> [Prompt]: Search the entries below for the word "font" and copy each line that has it.

(Saved data entries)
^^^^^^^^

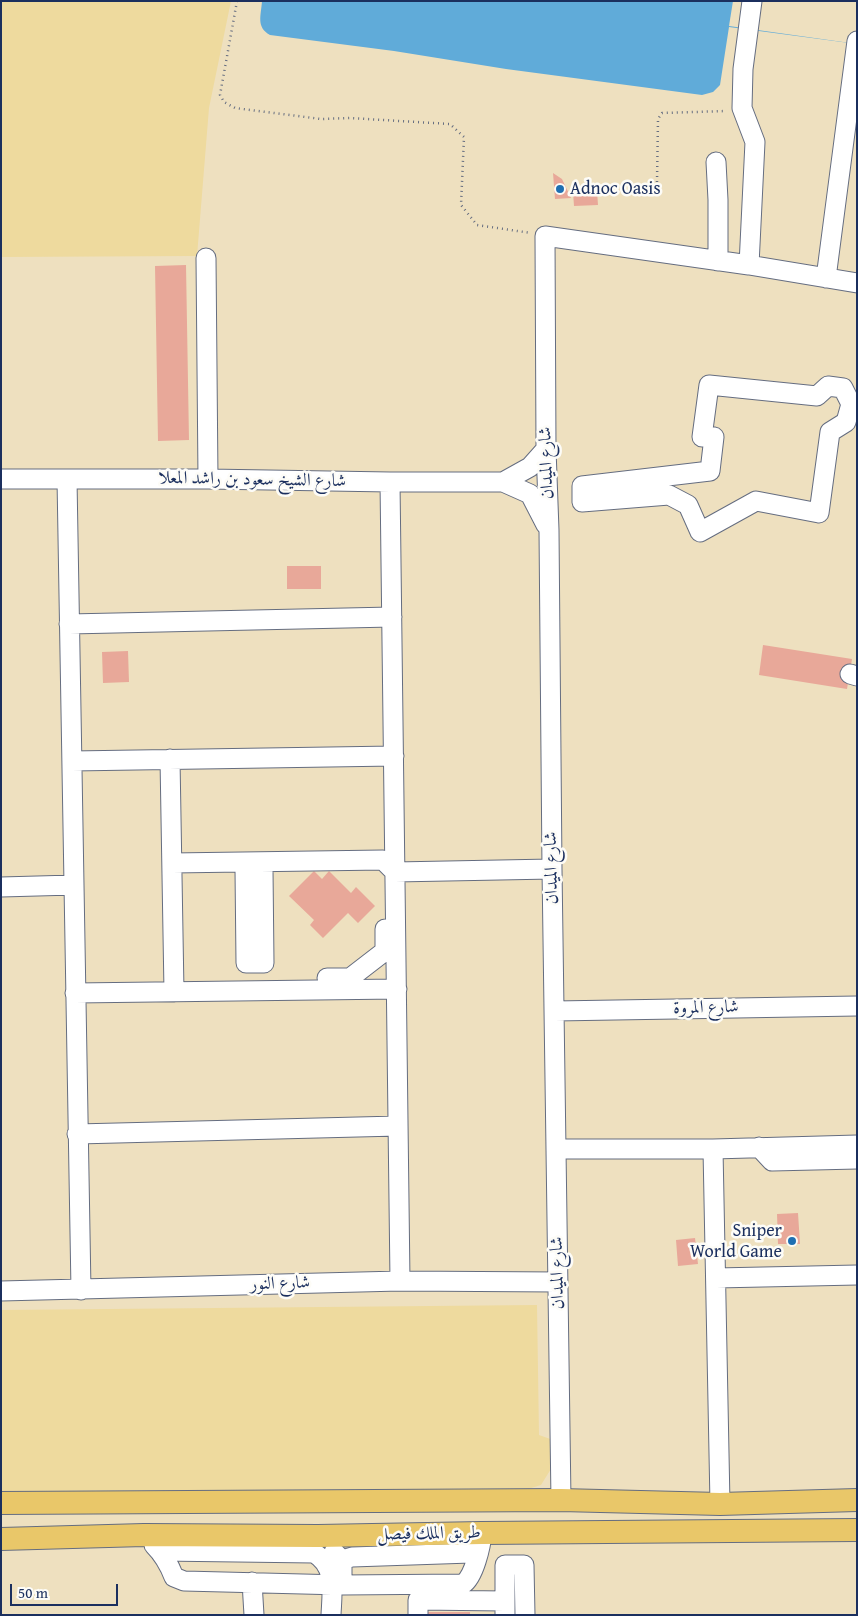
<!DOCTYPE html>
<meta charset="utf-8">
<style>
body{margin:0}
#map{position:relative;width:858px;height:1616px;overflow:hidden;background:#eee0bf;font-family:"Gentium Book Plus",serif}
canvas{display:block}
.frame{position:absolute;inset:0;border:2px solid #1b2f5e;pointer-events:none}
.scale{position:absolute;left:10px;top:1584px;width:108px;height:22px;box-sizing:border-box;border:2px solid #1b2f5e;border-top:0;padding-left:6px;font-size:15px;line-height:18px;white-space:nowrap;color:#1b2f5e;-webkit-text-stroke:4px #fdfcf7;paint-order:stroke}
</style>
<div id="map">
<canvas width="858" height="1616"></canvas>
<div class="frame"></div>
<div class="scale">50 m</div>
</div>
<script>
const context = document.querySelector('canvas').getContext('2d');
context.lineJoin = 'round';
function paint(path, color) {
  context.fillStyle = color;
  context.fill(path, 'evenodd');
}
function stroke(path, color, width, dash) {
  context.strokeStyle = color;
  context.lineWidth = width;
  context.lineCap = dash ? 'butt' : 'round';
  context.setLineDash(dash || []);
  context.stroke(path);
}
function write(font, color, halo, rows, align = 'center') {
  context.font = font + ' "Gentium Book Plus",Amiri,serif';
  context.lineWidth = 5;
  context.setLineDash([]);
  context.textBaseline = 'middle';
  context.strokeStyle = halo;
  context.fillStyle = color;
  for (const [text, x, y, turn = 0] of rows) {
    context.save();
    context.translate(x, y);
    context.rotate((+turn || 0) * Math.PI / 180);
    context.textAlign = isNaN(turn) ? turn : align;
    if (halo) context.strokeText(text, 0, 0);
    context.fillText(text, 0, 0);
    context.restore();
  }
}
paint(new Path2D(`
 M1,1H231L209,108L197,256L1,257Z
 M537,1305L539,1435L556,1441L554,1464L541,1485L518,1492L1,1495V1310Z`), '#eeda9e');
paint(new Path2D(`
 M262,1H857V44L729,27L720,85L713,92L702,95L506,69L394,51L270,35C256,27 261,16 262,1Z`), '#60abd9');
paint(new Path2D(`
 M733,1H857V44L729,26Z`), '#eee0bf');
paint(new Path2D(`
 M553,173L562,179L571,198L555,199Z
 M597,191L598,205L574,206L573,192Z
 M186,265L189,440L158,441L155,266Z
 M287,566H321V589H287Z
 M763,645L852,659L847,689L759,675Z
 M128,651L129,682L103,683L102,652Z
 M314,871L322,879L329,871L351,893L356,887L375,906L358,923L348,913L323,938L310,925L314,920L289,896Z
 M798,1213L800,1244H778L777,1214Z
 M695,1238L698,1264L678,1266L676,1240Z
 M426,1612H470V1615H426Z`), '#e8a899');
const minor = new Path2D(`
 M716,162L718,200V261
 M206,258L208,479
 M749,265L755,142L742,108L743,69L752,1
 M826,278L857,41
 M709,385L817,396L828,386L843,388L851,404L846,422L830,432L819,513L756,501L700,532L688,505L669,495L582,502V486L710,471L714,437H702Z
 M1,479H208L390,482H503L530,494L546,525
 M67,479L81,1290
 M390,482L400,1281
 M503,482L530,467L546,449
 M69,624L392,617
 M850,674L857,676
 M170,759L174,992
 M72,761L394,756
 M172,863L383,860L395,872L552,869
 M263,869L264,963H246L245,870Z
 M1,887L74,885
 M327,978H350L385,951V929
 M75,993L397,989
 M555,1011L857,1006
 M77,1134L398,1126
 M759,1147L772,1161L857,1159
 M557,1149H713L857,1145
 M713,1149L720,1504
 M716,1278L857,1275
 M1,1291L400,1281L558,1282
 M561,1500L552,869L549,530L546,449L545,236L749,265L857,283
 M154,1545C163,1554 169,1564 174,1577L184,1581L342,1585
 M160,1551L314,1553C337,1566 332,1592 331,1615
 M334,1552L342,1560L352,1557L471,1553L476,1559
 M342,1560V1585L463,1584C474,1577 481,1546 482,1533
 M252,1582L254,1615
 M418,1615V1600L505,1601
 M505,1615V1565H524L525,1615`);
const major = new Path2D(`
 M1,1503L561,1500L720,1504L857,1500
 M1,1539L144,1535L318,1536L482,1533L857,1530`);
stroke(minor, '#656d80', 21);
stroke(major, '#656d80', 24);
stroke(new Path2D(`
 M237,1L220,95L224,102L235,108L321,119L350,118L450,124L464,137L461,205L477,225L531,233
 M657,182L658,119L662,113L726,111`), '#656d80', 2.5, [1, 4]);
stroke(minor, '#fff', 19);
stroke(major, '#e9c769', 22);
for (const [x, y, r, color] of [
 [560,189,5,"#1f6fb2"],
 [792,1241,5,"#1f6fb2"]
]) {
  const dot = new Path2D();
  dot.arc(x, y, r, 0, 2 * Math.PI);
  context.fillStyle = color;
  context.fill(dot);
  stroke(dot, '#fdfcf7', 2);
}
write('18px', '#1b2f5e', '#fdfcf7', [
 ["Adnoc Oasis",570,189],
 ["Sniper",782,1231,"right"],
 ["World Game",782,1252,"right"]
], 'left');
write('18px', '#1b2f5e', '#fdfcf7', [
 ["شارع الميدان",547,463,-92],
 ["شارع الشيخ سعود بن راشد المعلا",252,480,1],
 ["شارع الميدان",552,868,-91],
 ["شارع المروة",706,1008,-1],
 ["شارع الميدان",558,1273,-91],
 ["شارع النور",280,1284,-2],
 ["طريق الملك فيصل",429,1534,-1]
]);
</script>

^^^^^^^^

> [Problem solution]:
#map{position:relative;width:858px;height:1616px;overflow:hidden;background:#eee0bf;font-family:"Gentium Book Plus",serif}
.scale{position:absolute;left:10px;top:1584px;width:108px;height:22px;box-sizing:border-box;border:2px solid #1b2f5e;border-top:0;padding-left:6px;font-size:15px;line-height:18px;white-space:nowrap;color:#1b2f5e;-webkit-text-stroke:4px #fdfcf7;paint-order:stroke}
function write(font, color, halo, rows, align = 'center') {
  context.font = font + ' "Gentium Book Plus",Amiri,serif';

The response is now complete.